After nearly a decade of conservative rule, Canada finally got the "hope and change" memo. The dramatic takeover by the Labour Party following the October 19th election was a long time coming; the conservative stronghold in flyover provinces like Manitoba and Alberta was perceived as too out of touch with the rest of the country. No one was more alienated by the status quo than the Maritimes, who already felt marginalized and because of federal budget cuts, even more so. As a result, the minority party rode the wave of dissatisfaction and garnered 184 seats --er, "ridings"-- for a new majority government.
Amidst the hoopla was the birth of the Great White North's first political dynasty. Justin Trudeau, son of progressive demigod Pierre Trudeau and actress/bon vivant Margaret Trudeau, is the face of modern liberal Canadian politics and the youngest prime minister in recent memory. (Only right-wing placeholder Joe Clark was younger.) In his victory speech, Trudeau the Younger said: "We beat fear with hope, we beat cynicism with hard work. We beat negative, divisive politics with a positive vision that brings Canadians together." If that's not from the Obama 2008 playbook, I don't know what is.

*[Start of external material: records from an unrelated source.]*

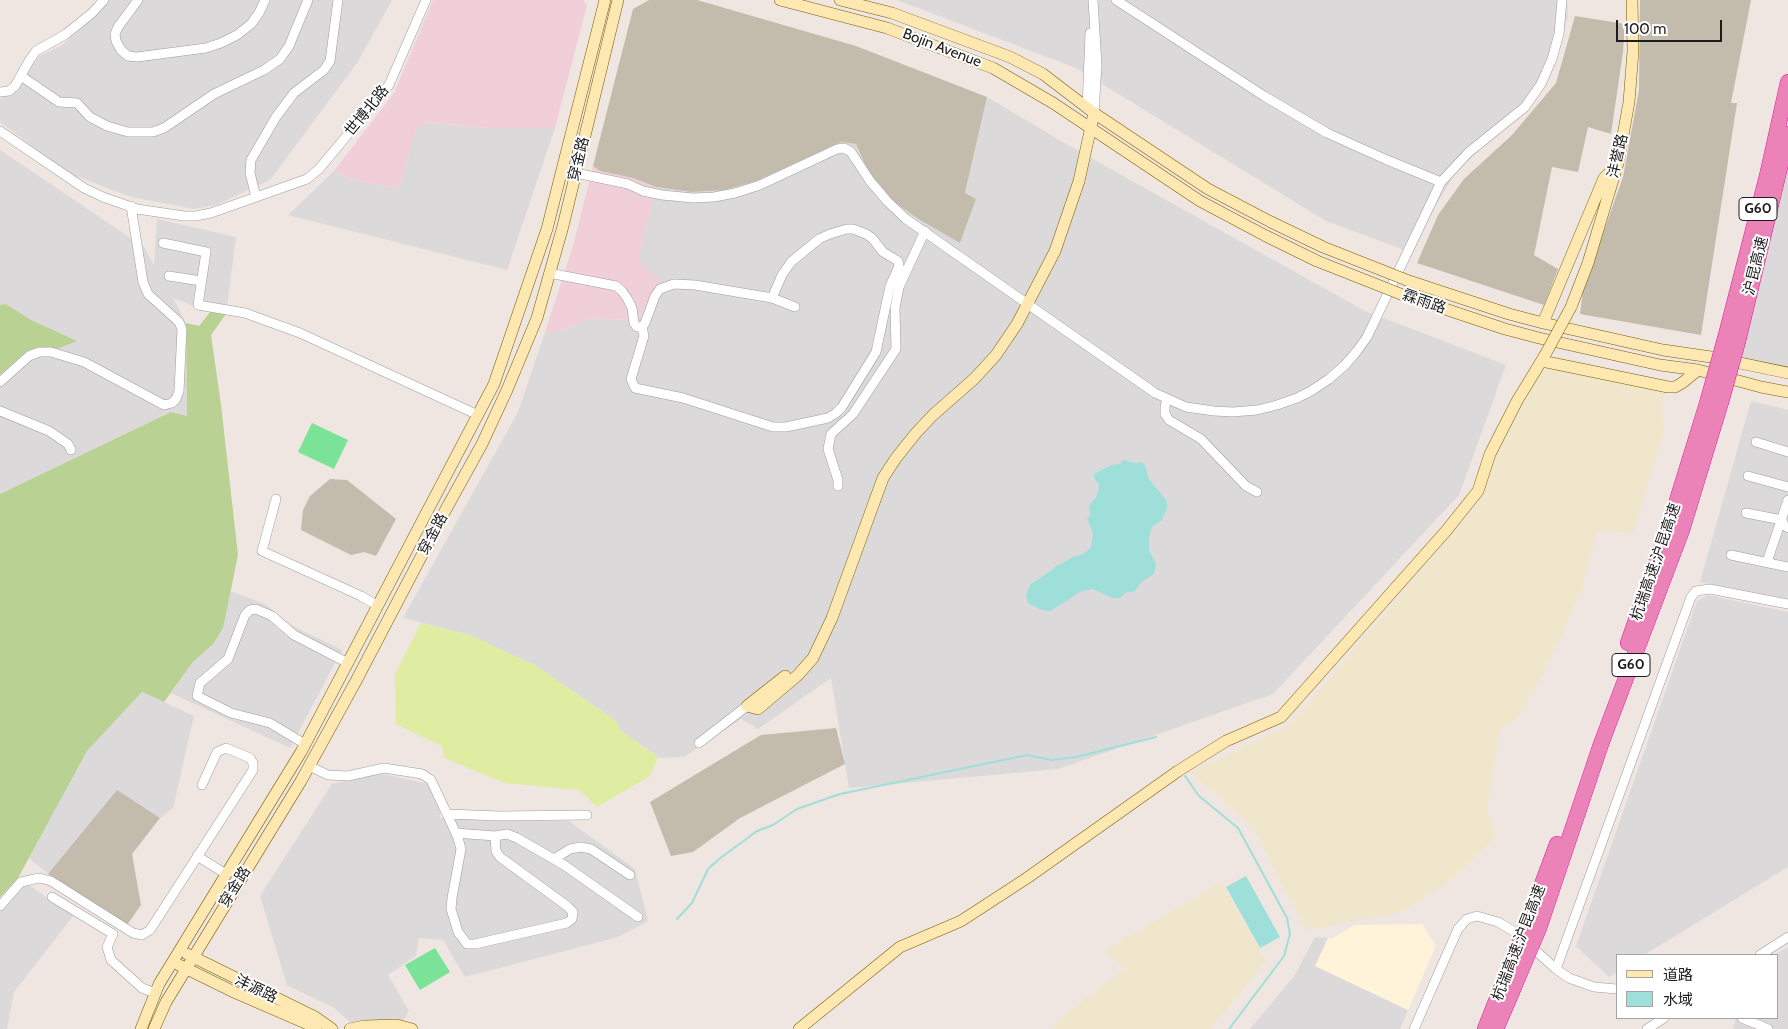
<!DOCTYPE html>
<html>
<head>
<meta charset="utf-8">
<style>
	body { margin:0 }
	#map { position:relative; width:1788px; height:1029px; overflow:hidden; background:#efe6e1; font-family:Cabin,"Noto Sans SC",sans-serif }
	canvas { display:block }
	.legend { position:absolute; left:1616px; top:954px; width:162px; height:65px; box-sizing:border-box; background:#fff; border:1px solid #a4a4a4; margin:0; padding:6px 9px; list-style:none; font-size:15px; color:#1c1c1c }
	.legend li { display:flex; align-items:center; gap:10px; height:25px }
	.legend b { width:25px; border:1px solid #a4a4a4 }
	.scale { position:absolute; left:1616px; top:20px; width:106px; height:22px; box-sizing:border-box; border:2px solid #1c1c1c; border-top:0; padding-left:6px; font-size:15px; line-height:18px; white-space:nowrap; color:#1c1c1c; -webkit-text-stroke:4px #fff; paint-order:stroke }
</style>
</head>
<body>
<div id="map">
<canvas width="1788" height="1029"></canvas>
<ul class="legend">
<li><b style="height:6px;background:#fde8b1"></b>道路</li>
<li><b style="height:14px;background:#9fdfd9"></b>水域</li>
</ul>
<div class="scale">100 m</div>
</div>
<script>
const c = document.querySelector('canvas').getContext('2d');
c.lineJoin = 'round';
function fillPath(path, color) { c.fillStyle = color; c.fill(path, 'evenodd'); }
const toPath = rows => new Path2D(rows.map(r => 'M' + r).join(''));
function trace(path, color, width, dash) { c.strokeStyle = color; c.lineWidth = width; c.lineCap = dash ? 'butt' : 'round'; c.setLineDash(dash || []); c.stroke(path); }
function label(font, color, halo, rows, align = 'center') {
  c.font = font + ' Cabin,"Noto Sans SC",sans-serif'; c.lineWidth = 4; c.setLineDash([]); c.textBaseline = 'middle'; c.strokeStyle = halo; c.fillStyle = color; for (const [text, x, y, turn = 0] of rows) {
    c.save(); c.translate(x, y); c.rotate((+turn || 0) * Math.PI / 180); c.textAlign = isNaN(turn) ? turn : align; if (halo) c.strokeText(text, 0, 0); c.fillText(text, 0, 0); c.restore();
  }
}
const residential = toPath([
	[109,0,392,0,357,63,270,180,216,205,194,209,131,197,68,173,0,122,0,99,17,89,39,56,61,46,103,8],
	[897,0,1567,0,1568,17,1550,74,1525,110,1483,146,1454,175,1435,207,1413,253,1326,221,1076,68],
	[987,97,1073,148,1365,311,1506,365,1459,495,1273,694,1058,769,849,788,831,678,758,729,741,719,684,757,660,758,621,731,616,721,536,666,470,635,403,618,518,412,545,332,560,332,589,318,626,320,640,317,656,285,638,259,656,187,691,192,756,181,841,142,856,144,869,171,894,202,920,220,960,243,976,199,965,194],
	[424,122,487,128,555,128,507,270,288,215,334,171,348,178,399,189,416,130],
	[1788,129,1788,374,1732,364],
	[0,150,144,247,154,265,157,219,236,237,226,314,210,312,173,298,186,323,187,416,171,412,0,494,0,375,27,351,40,347,57,349,76,341,31,320,6,304,0,305],
	[1751,401,1788,410,1788,599,1700,582],
	[230,591,265,604,293,626,342,650,290,748,171,693,192,663,214,643,223,628],
	[1708,595,1788,612,1788,867,1644,955,1617,955,1617,972,1609,977,1576,946,1697,601],
	[142,692,194,716,173,808,160,818,117,791,48,874,29,858,87,751],
	[379,773,428,784,440,812,440,818,497,821,569,821,635,869,648,921,618,937,465,977,443,940,419,938,416,956,388,975,409,1011,403,1021,351,1023,334,1008,287,985,260,896,332,784],
	[18,878,74,915,14,992,7,1029,0,1029,0,897],
	[1315,937,1328,938,1316,966,1408,1010,1400,1029,1250,1029,1295,975],
	[1788,947,1788,1029,1733,1029,1736,1018,1777,1018,1777,955,1774,955]
]);
const commercial = toPath([
	[433,0,583,0,587,5,555,128,487,128,425,122,416,130,399,189,348,178,334,171,394,93],
	[593,166,600,171,633,178,656,187,638,259,661,281,656,285,640,317,626,320,589,318,560,332,545,332,573,246]
]);
const education = toPath([
	[1422,924,1436,946,1408,1010,1315,966,1328,938,1331,939,1355,925]
]);
const construction = toPath([
	[649,0,697,0,856,46,987,97,965,193,976,199,960,243,920,220,894,202,868,171,856,144,841,142,756,181,724,190,691,192,656,187,633,178,600,171,593,166,633,9],
	[1640,0,1751,0,1731,103,1737,103,1701,335,1580,314,1583,290,1623,177,1639,90],
	[1575,16,1625,24,1623,52,1611,134,1588,127,1578,172,1552,167,1534,255,1558,269,1544,305,1417,263,1438,215,1464,179,1512,135,1556,83],
	[330,479,347,480,396,519,376,556,364,552,351,555,301,530,303,510,310,496],
	[836,728,845,764,740,818,693,852,671,856,650,802,761,735],
	[117,790,160,818,132,854,141,905,127,925,48,874]
]);
const farmland = toPath([
	[1552,368,1666,391,1662,405,1664,432,1633,533,1598,530,1581,591,1546,669,1516,720,1500,728,1487,807,1496,837,1446,884,1401,912,1306,930,1252,826,1190,772,1289,726,1480,501,1495,451,1540,369],
	[1221,882,1266,961,1210,1029,1053,1029,1061,1018,1124,969,1104,951]
]);
const grass = toPath([
	[421,623,470,635,536,666,616,721,621,731,658,757,650,776,597,807,580,790,505,783,444,758,442,746,396,724,395,674]
]);
const forest = toPath([
	[6,304,31,320,77,341,57,349,40,347,27,351,0,375,0,305],
	[210,312,226,314,211,335,221,405,238,555,223,628,214,643,192,663,164,702,142,692,87,751,18,878,0,897,0,494,171,412,187,416,186,323,199,326]
]);
const pitch = toPath([
	[312,423,348,440,334,469,298,452],
	[435,948,450,972,420,990,405,965]
]);
const water = toPath([
	[1123,460,1134,463,1142,462,1145,465,1149,479,1167,501,1167,508,1161,521,1152,527,1149,538,1149,551,1156,564,1154,574,1141,582,1135,591,1125,593,1120,598,1112,598,1093,589,1082,591,1050,611,1042,610,1028,603,1026,595,1030,585,1057,566,1073,557,1083,554,1091,548,1093,533,1087,518,1090,516,1089,506,1096,497,1099,488,1099,484,1094,478,1094,474,1111,465,1120,464],
	[1246,876,1280,937,1260,948,1226,887]
]);
const stream = toPath([
	[1185,776,1199,796,1238,828,1287,918,1290,934,1284,956,1229,1029],
	[677,919,692,903,708,869,719,859,757,831,773,825,797,809,840,794,1027,755,1051,760,1076,757,1156,737]
]);
const street = toPath([
	[138,0,118,27,115,34,116,41,121,50,128,56,137,57,206,48,221,43,237,35,251,24,259,13,265,0],
	[1093,0,1097,65,1094,113],
	[1116,0,1264,96,1327,133,1387,160,1441,182,1469,152,1525,107,1541,84,1552,59,1559,34,1562,0],
	[21,76,59,102,77,103,90,117,107,126,128,132,153,132,164,128,214,94,264,70,280,59,289,46,308,0],
	[0,92,9,91,15,86,29,61,36,51,66,34,92,13,104,0],
	[1087,108,1090,33],
	[0,131,84,188,103,197,137,209,184,216,196,216,211,213,307,179,319,169,389,85,426,0],
	[576,173,628,184,643,191,662,195,693,198,714,197,735,193,760,185,837,149,844,148,851,152,870,181,887,201,906,219,1155,393,1186,407,1214,411,1233,412,1257,410,1277,405,1297,398,1311,391,1329,379,1345,365,1357,351,1367,337,1441,182],
	[256,197,250,173,251,160,276,117,294,93,324,70,330,61,338,0],
	[163,243,206,252,198,305,245,313,300,333,478,415],
	[549,273,616,286,622,291,627,298,632,308,634,323,637,327,642,327,645,323,655,296,660,289,674,284,695,285,772,298,795,307],
	[169,276,201,281],
	[642,327,644,336,631,379,635,388,683,398,773,427,786,427,828,418,836,413,842,407,876,352,890,286,899,266,898,261,883,252,872,238,866,234,853,229,847,229,830,234,819,239,791,262,782,275,772,298],
	[0,382,29,356,39,352,51,352,84,362,164,405,172,403,176,399,179,391,182,329,179,322,148,294,143,282,131,206],
	[1167,399,1165,407,1165,414,1169,420,1201,439,1246,486,1257,492],
	[0,411,49,431,68,444,71,450],
	[1756,442,1788,452],
	[1748,476,1788,487],
	[838,486,838,480,828,449,831,434,853,414,896,349,895,308,899,287,925,231],
	[276,499,262,551,361,596,378,606],
	[1746,513,1782,520,1784,525,1788,528],
	[1731,555,1788,567],
	[1767,562,1788,500],
	[699,743,747,706],
	[305,744,270,723,231,713,197,696,200,683,228,659,245,615,250,610,256,609,272,616,294,635,348,663],
	[309,766,328,775,348,776,384,768,422,774,431,780,447,814,500,816,587,815],
	[447,814,458,838,461,849,452,898,451,909,458,932,467,944,475,944,567,923,572,919,573,912,567,906,500,857,496,851,495,836],
	[456,833,495,836,507,834,517,838,564,865,638,917],
	[197,856,226,874],
	[554,859,570,849,581,847,591,849,630,875],
	[52,897,113,934,107,947,111,960,142,988,155,993],
	[0,906,21,882,39,878,51,881,133,933,142,935,150,930,253,770,253,763,250,758,226,748,217,752,202,785],
	[1760,955,1788,937],
	[1556,969,1691,597,1696,591,1710,589,1788,604],
	[1742,1018,1768,1029],
	[1414,1029,1458,929,1467,919,1477,916,1498,922,1515,932,1556,969,1569,978,1594,987,1617,989],
	[1647,1029,1664,1018]
]);
const secondary = toPath([
	[780,0,887,28,993,68,1053,103,1200,201,1266,236],
	[840,0,892,13,1010,57,1043,74,1094,113,1208,189,1271,222],
	[1409,281,1509,314,1543,323,1663,350,1711,357,1788,373],
	[1403,295,1505,329,1539,338,1660,365,1698,370,1761,387,1788,392],
	[1571,307,1588,263,1618,163,1629,102,1633,51,1632,0],
	[1543,323,1604,178,1615,167],
	[1542,361,1668,387,1675,387,1682,383,1698,370],
	[747,706,758,709,798,675,813,658,832,618,883,478,896,458,916,433,933,415,975,378,996,355,1017,324,1055,251,1079,181,1094,113],
	[747,706,785,676],
	[187,954,315,1017,332,1029],
	[179,965,236,993,310,1025,316,1029],
	[141,1029,159,984,301,752,494,384,547,229,605,0],
	[154,1029,166,1002,301,781,356,681,445,511,482,444,507,390,537,318,563,226,618,0],
	[350,1029,364,1026,397,1025,412,1029],
	[799,1029,900,947,961,921,1027,878,1178,771,1226,741,1281,717,1446,531,1478,491,1490,454,1517,401,1545,355]
]);
const highway = toPath([
	[1726,335,1767,176,1788,82],
	[1738,341,1788,134],
	[1628,643,1670,523,1708,400],
	[1529,919,1557,844],
	[1539,928,1601,744,1682,530,1721,402],
	[1485,1029,1506,976],
	[1496,1029,1514,987]
]);
const secondaryBridge = toPath([
	[1271,222,1323,247,1409,281],
	[1266,236,1317,261,1403,295],
	[1545,355,1571,307]
]);
const highwayBridge = toPath([
	[1708,400,1726,335],
	[1721,402,1738,341],
	[1506,976,1529,919],
	[1514,987,1539,928]
]);
const shields = [
	[1758,209,38],
	[1631,665,38]
];
const shieldNames = [
	["G60",1758,209],
	["G60",1631,665]
];
const streetNames = [
	["Bojin Avenue",942,48,21],
	["世博北路",367,111,-51],
	["沣誉路",1618,156,-77],
	["穿金路",579,159,-76],
	["沪昆高速",1756,266,-76],
	["霖雨路",1424,302,19],
	["穿金路",433,534,-62],
	["杭瑞高速;沪昆高速",1656,562,-71],
	["穿金路",235,887,-58],
	["杭瑞高速;沪昆高速",1519,943,-69],
	["沣源路",256,989,26]
];
fillPath(residential, '#dbd9da');
fillPath(commercial, '#f1cfd9');
fillPath(education, '#fff3da');
fillPath(construction, '#c3bcac');
fillPath(farmland, '#efe6cb');
fillPath(grass, '#dfeda3');
fillPath(forest, '#b9d193');
fillPath(pitch, '#7ae398');
fillPath(water, '#9fdfd9');
trace(stream, '#9fdfd9', 2);
trace(street, '#9d9d9d', 10);
trace(secondary, '#775d00', 12);
trace(highway, '#e2199f', 16);
trace(street, '#fff', 9);
trace(secondary, '#fde8b1', 11);
trace(highway, '#eb83b9', 15);
trace(secondaryBridge, '#775d00', 12, []);
trace(highwayBridge, '#e2199f', 16, []);
trace(secondaryBridge, '#fde8b1', 11);
trace(highwayBridge, '#eb83b9', 15);
for (const [x, y, w] of shields) { const box = new Path2D(); box.roundRect(x - w / 2, y - 11.5, w, 23, 4); c.fillStyle = '#fff'; c.fill(box); trace(box, '#1c1c1c', 1); }
label('bold 14px', '#1c1c1c', null, shieldNames);
label('15px', '#1c1c1c', '#fff', streetNames);
</script>
</body>
</html>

So what happens to our northerly neighbor now? Even though Canada is perceived as generally being more liberal than the US, politically they're just as polarized as we are. Outgoing Prime Minister Stephen Harper kept a steady hand for nine years, his greatest achievement being his navigation of the Canadian economy after the worldwide crisis of late 2008/early 2009. Unfortunately, Harper overstayed his welcome --scandals dogged his political party, and he was utterly feckless with commodity markets-- and a new voice was needed. Harper was painted as paranoid and xenophobic (not inaccurate) in the wake of a terrorist attack in Ottawa, but to call him a tyrant was a bit much. Here's hoping the young, optimistic Mr. Trudeau will offer more levelheaded leadership.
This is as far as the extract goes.